TRY IT
The response should contain only those lines of the entries below that include the string "חללי".

Stored records

○ ○ ○

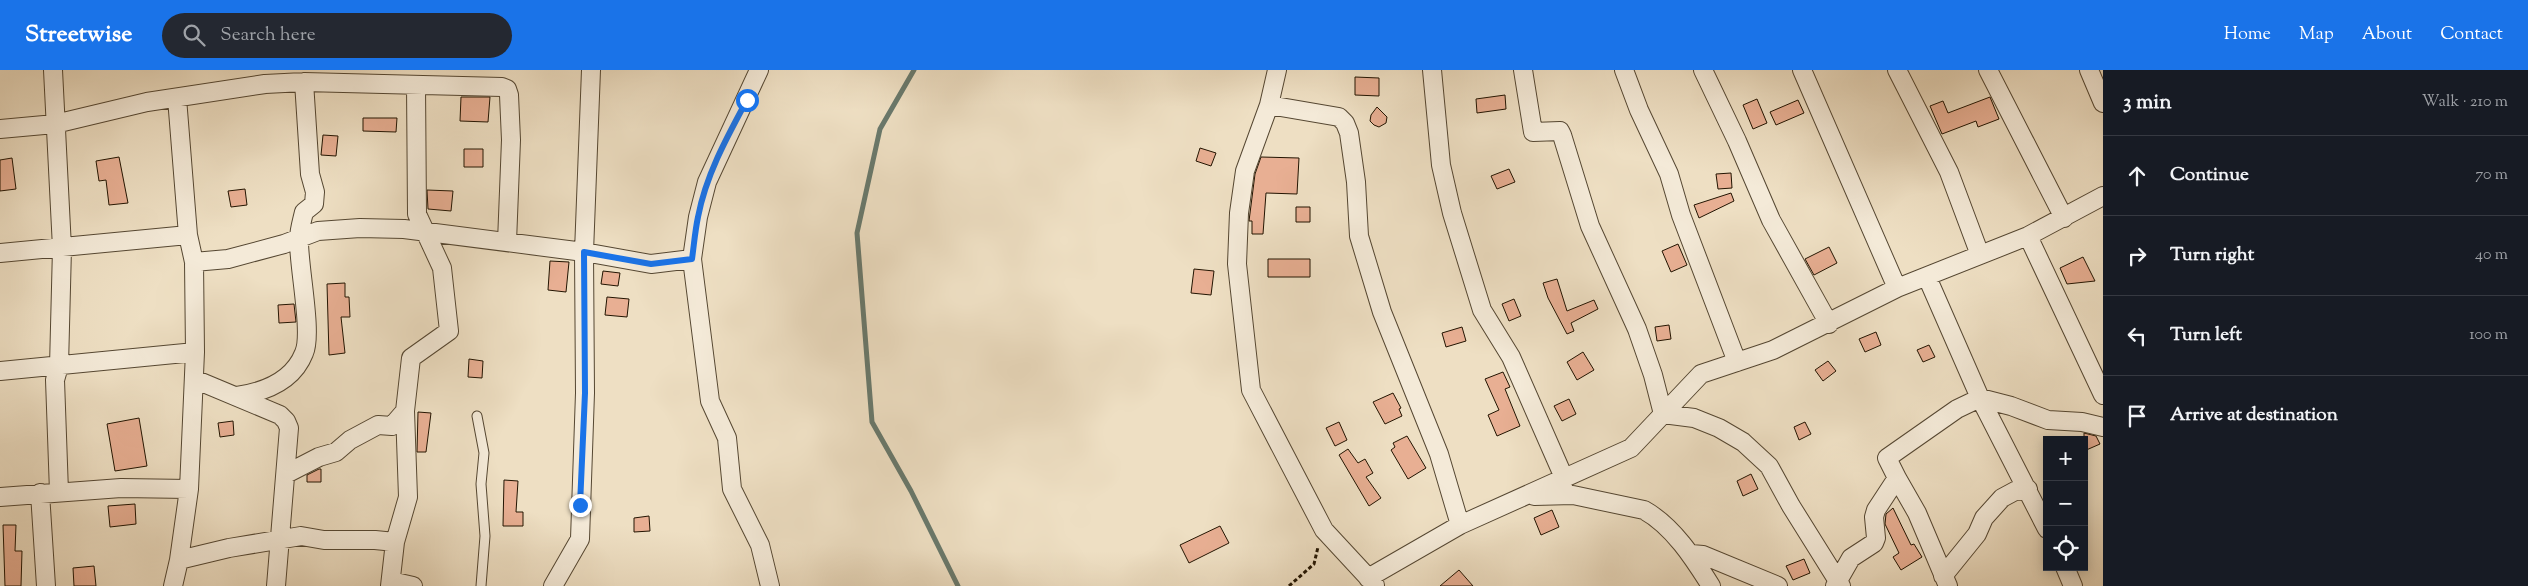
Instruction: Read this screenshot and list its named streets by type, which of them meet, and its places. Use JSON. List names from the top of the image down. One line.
{"page":{"header":"Streetwise","search":"Search here","nav":["Home","Map","About","Contact"],"heading":["3 min","Walk · 210 m"],"list":[["Continue","70 m"],["Turn right","40 m"],["Turn left","100 m"],"Arrive at destination"],"map_buttons":["+","−"]}}
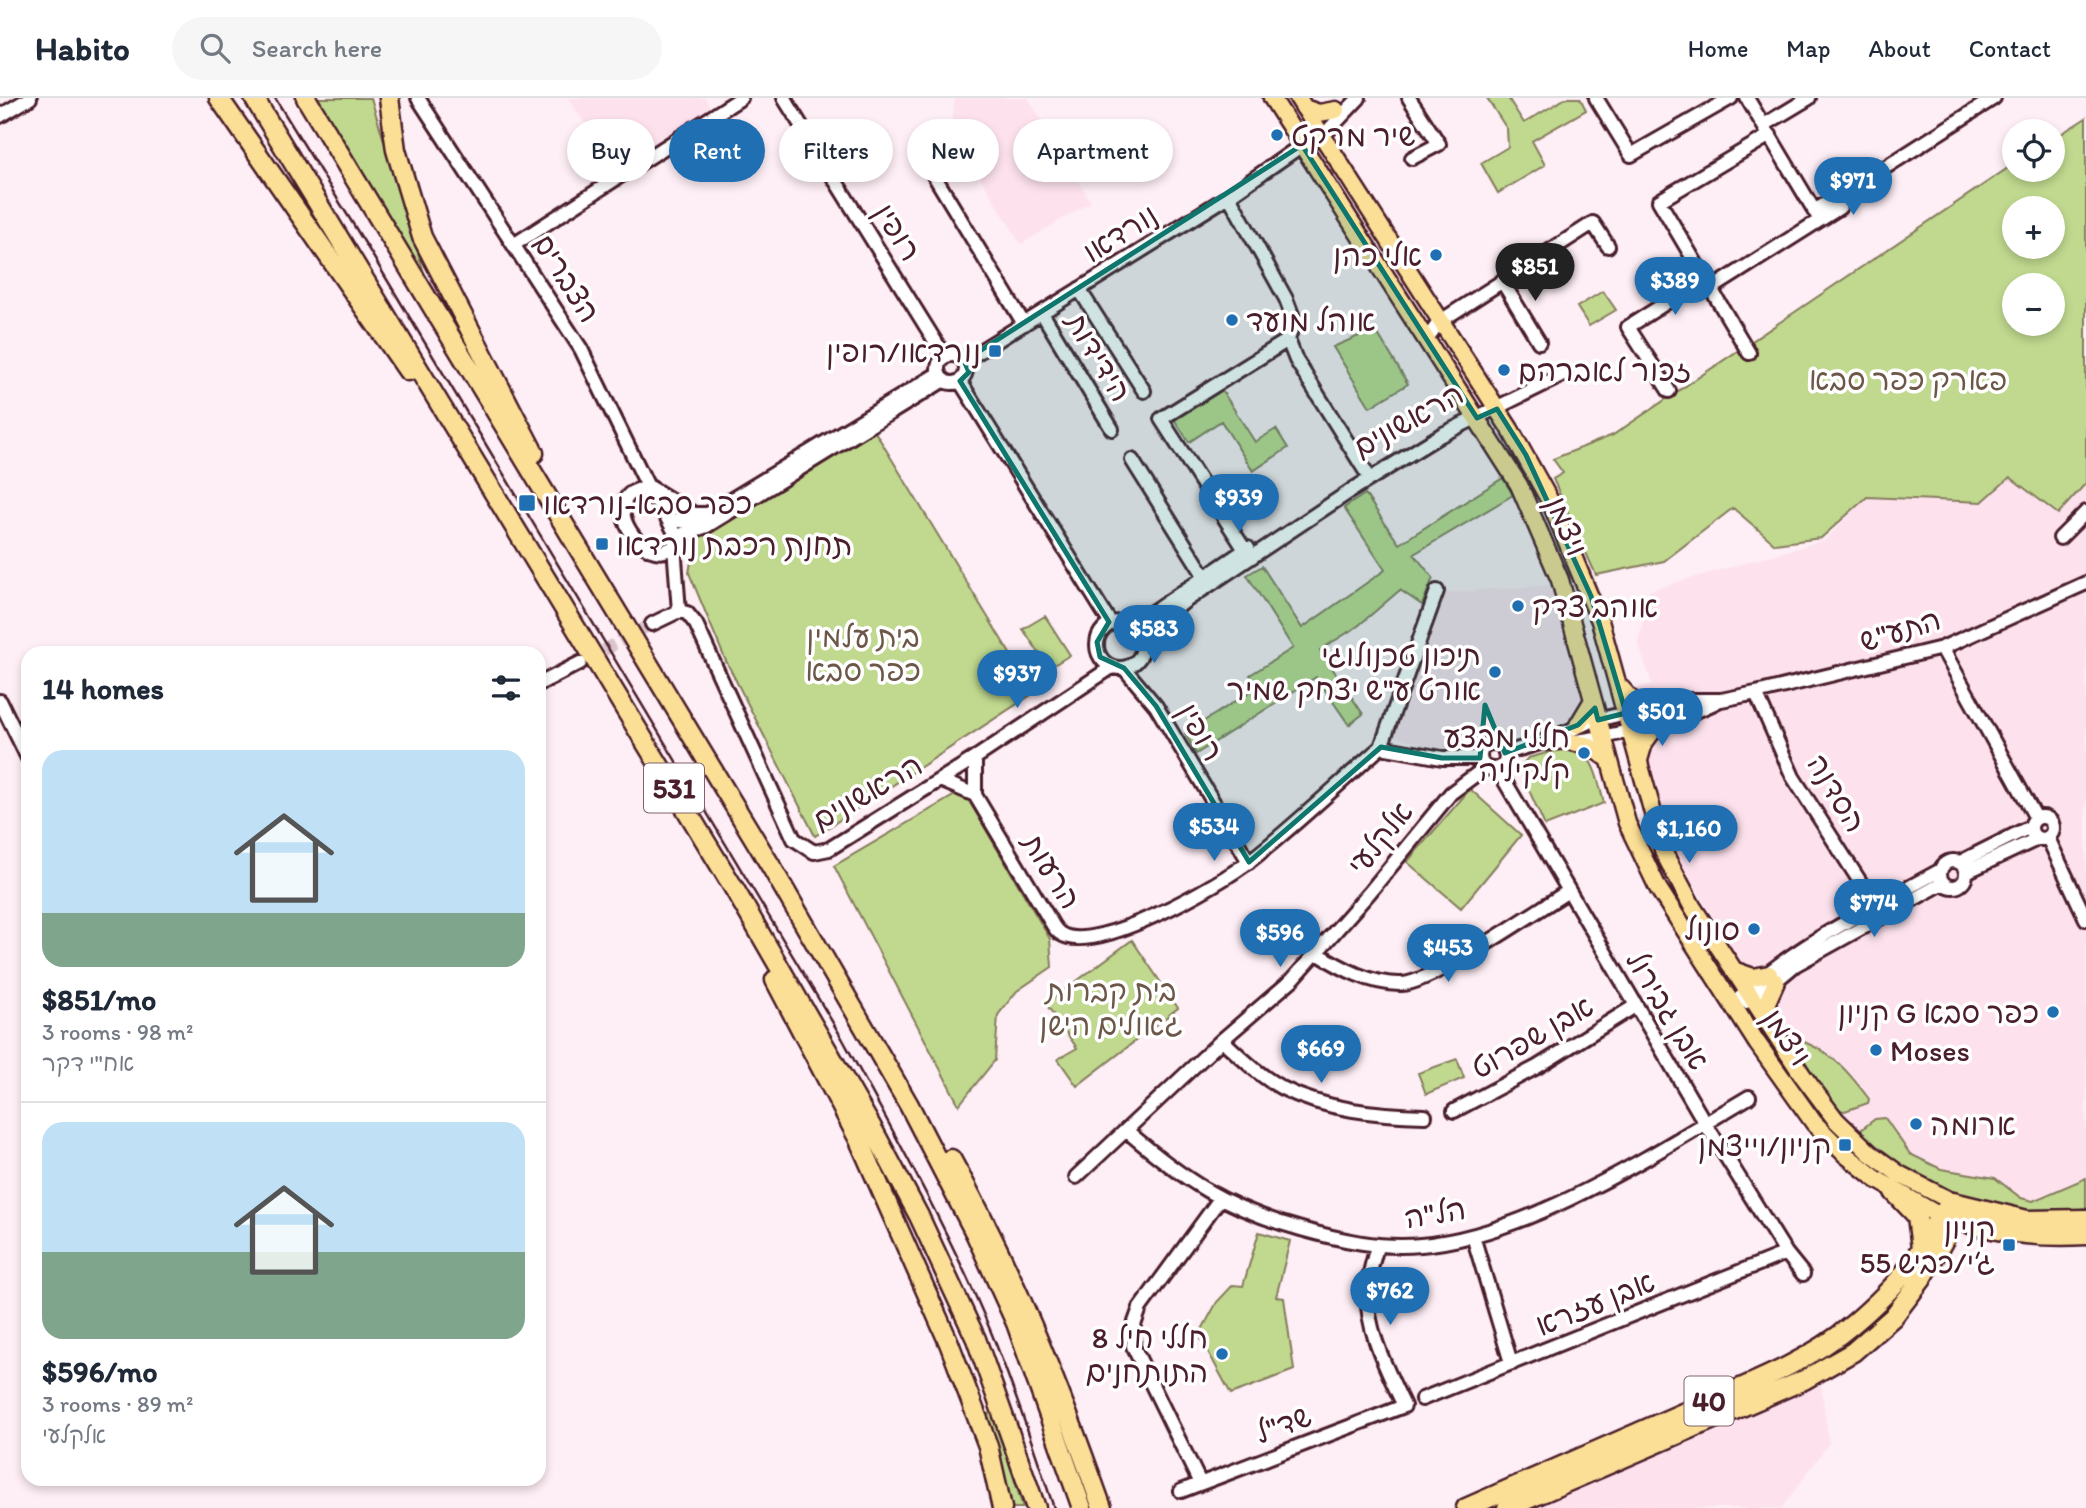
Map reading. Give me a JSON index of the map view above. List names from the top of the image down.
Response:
{
  "streets": {
    "highway": ["531", "40"],
    "main road": ["ויצמן"],
    "street": [
      "רופין",
      "נורדאו",
      "הצברים",
      "הידידות",
      "הראשונים",
      "התע\"ש",
      "הסדנה",
      "אלקלעי",
      "הרעות",
      "אבן גבירול",
      "אבן שפרוט",
      "הל\"ה",
      "אבן עזרא",
      "שד\"ל"
    ]
  },
  "crossings": [
    ["רופין", "נורדאו"],
    ["רופין", "הראשונים"],
    ["רופין", "הרעות"],
    ["נורדאו", "הידידות"],
    ["נורדאו", "ויצמן"],
    ["הצברים", "הראשונים"],
    ["הראשונים", "ויצמן"],
    ["ויצמן", "התע\"ש"],
    ["ויצמן", "40"],
    ["התע\"ש", "הסדנה"],
    ["אלקלעי", "אבן גבירול"],
    ["אלקלעי", "הל\"ה"],
    ["אבן גבירול", "אבן שפרוט"],
    ["אבן גבירול", "הל\"ה"],
    ["אבן גבירול", "אבן עזרא"],
    ["הל\"ה", "שד\"ל"]
  ],
  "parks": ["פארק כפר סבא", "בית עלמין כפר סבא", "בית קברות גאולים הישן"],
  "places": {
    "other": [
      "שיר מרקט",
      "אלי כהן",
      "אוהל מועד",
      "זכור לאברהם",
      "אוהב צדק",
      "תיכון טכנולוגי אורט ע\"ש יצחק שמיר",
      "חללי מבצע קלקיליה",
      "סונול",
      "קניון G כפר סבא",
      "Moses",
      "ארומה",
      "8 חללי חיל התותחנים"
    ],
    "transit": [
      "נורדאו/רופין",
      "כפר סבא-נורדאו",
      "תחנת רכבת נורדאו",
      "קניון/וייצמן",
      "קניון ג׳י/כביש 55"
    ]
  },
  "page": {
    "header": "Habito",
    "search": "Search here",
    "nav": [
      "Home",
      "Map",
      "About",
      "Contact"
    ],
    "map_buttons": ["+", "−"],
    "chip": [
      "Buy",
      "Rent",
      "Filters",
      "New",
      "Apartment"
    ],
    "price": [
      "$971",
      "$851",
      "$389",
      "$939",
      "$583",
      "$937",
      "$501",
      "$534",
      "$1,160",
      "$774",
      "$596",
      "$453",
      "$669",
      "$762"
    ],
    "heading": "14 homes",
    "list": [
      {
        "name": "$851/mo",
        "note": "3 rooms · 98 m² · אח\"י דקר"
      },
      {
        "name": "$596/mo",
        "note": "3 rooms · 89 m² · אלקלעי"
      }
    ]
  }
}
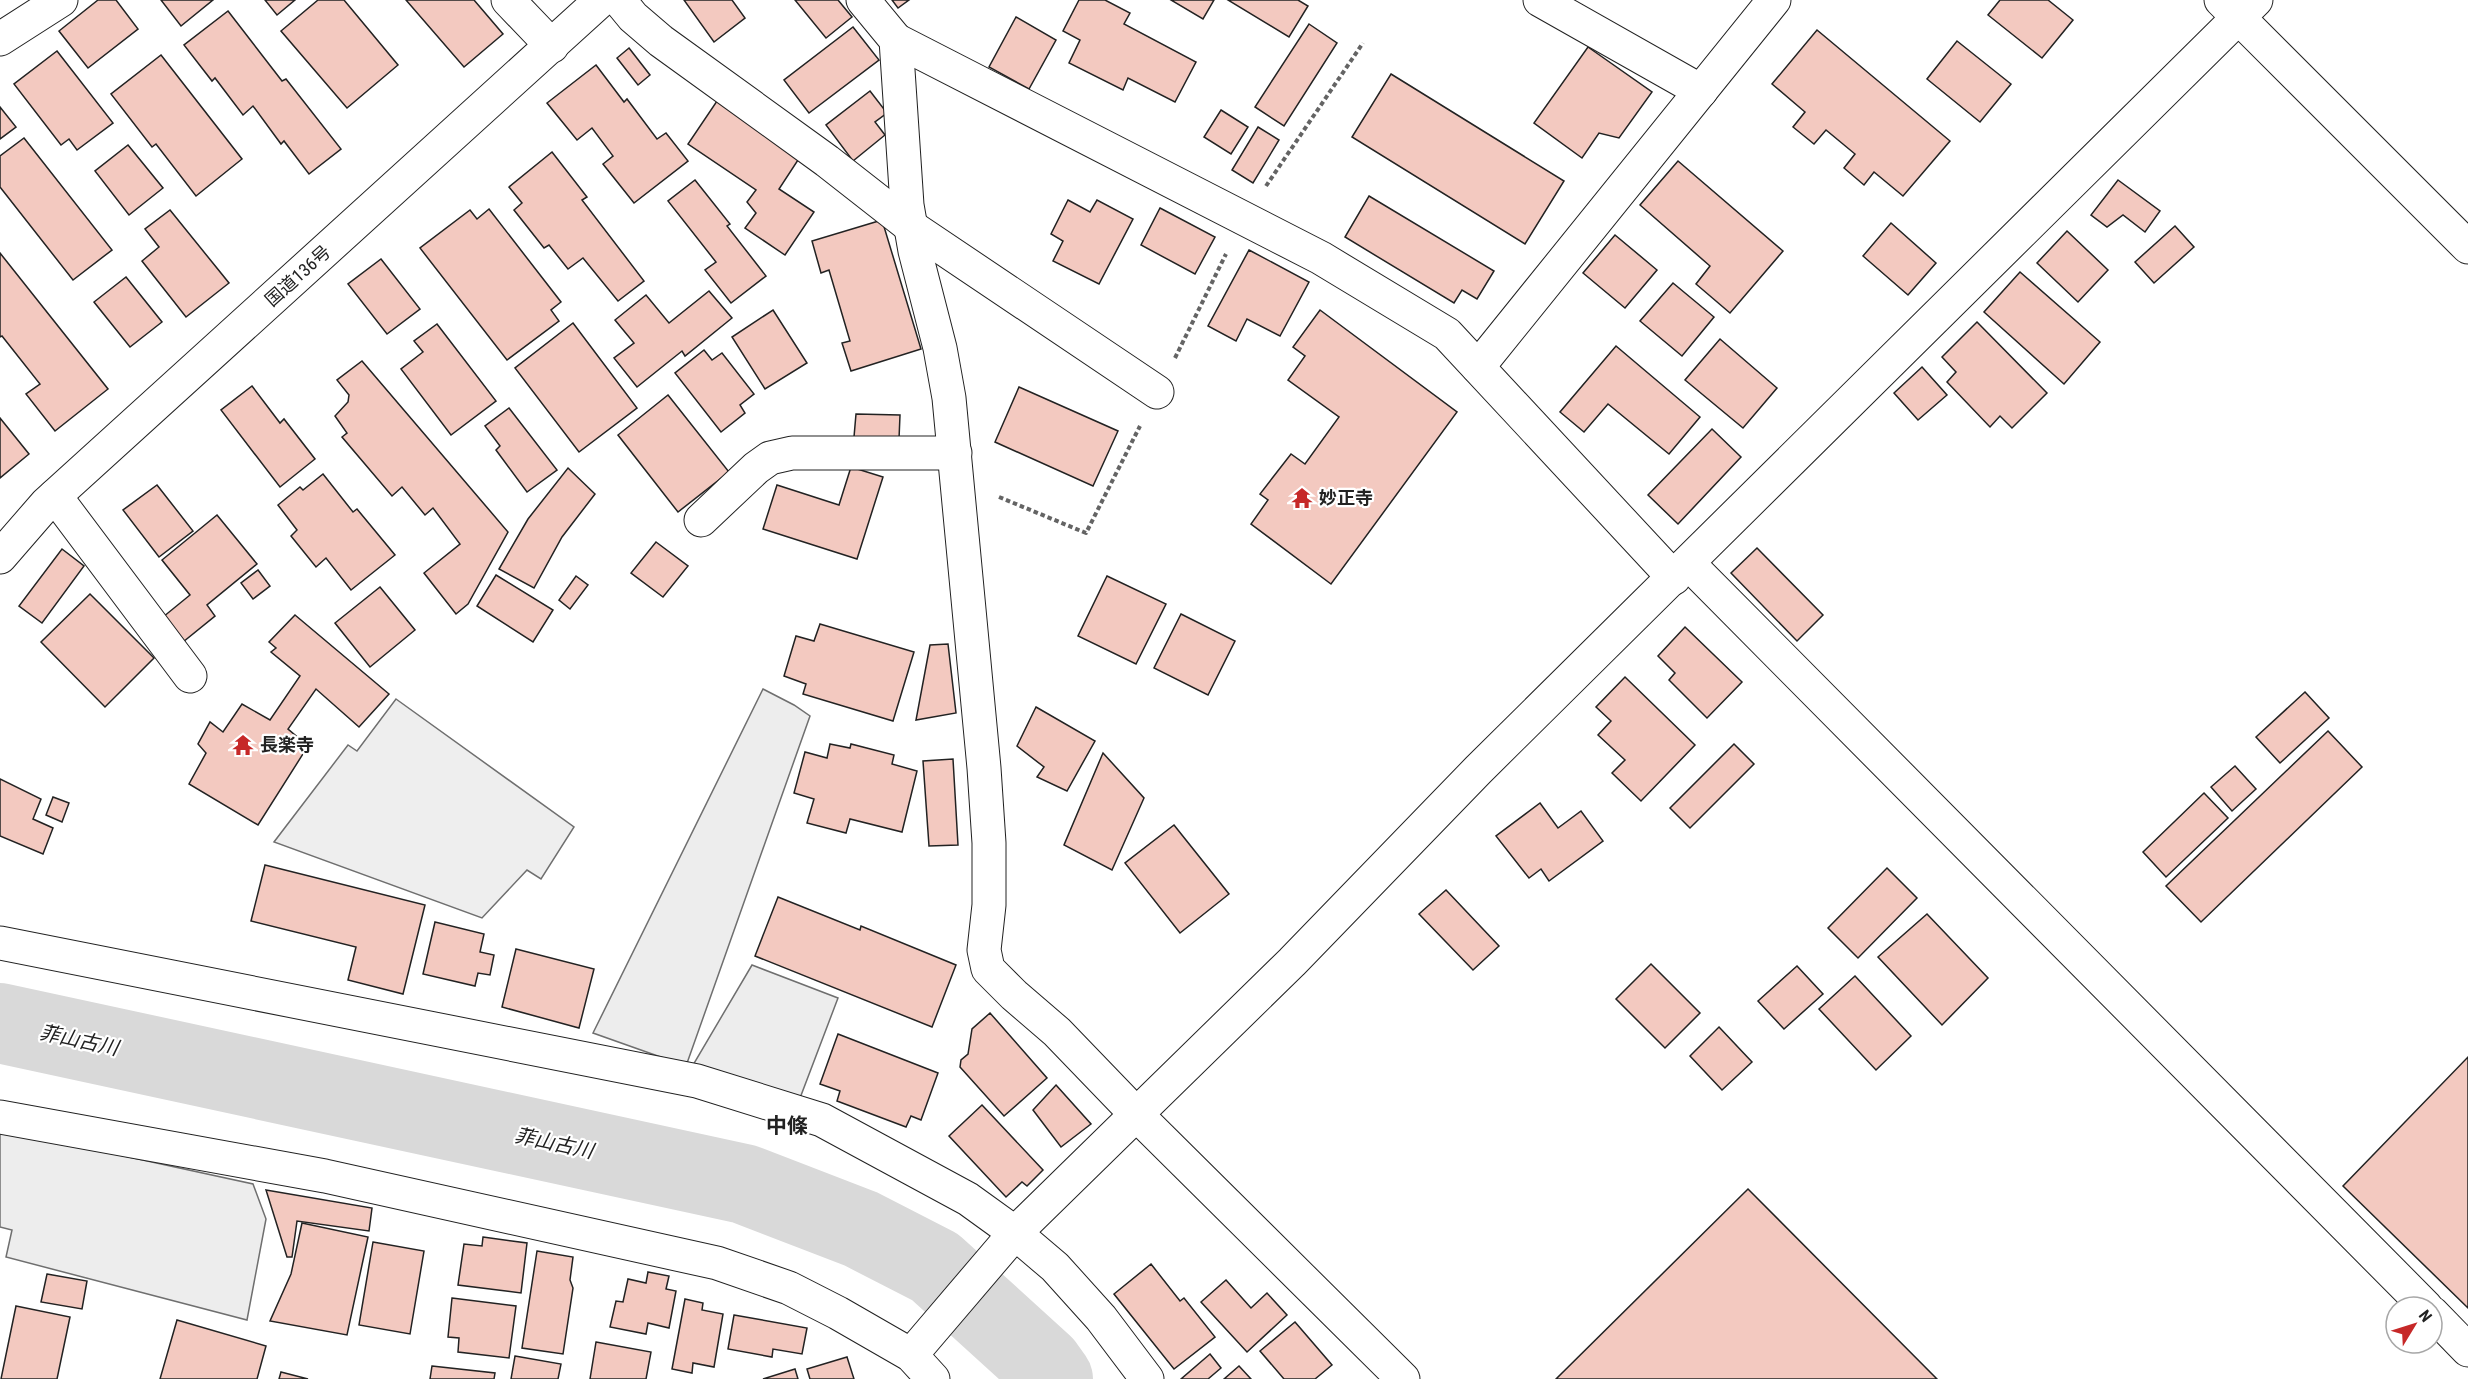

○ ○ ○

EXERCISE RESPONSE
      "חללי מבצע קלקיליה",
      "8 חללי חיל התותחנים"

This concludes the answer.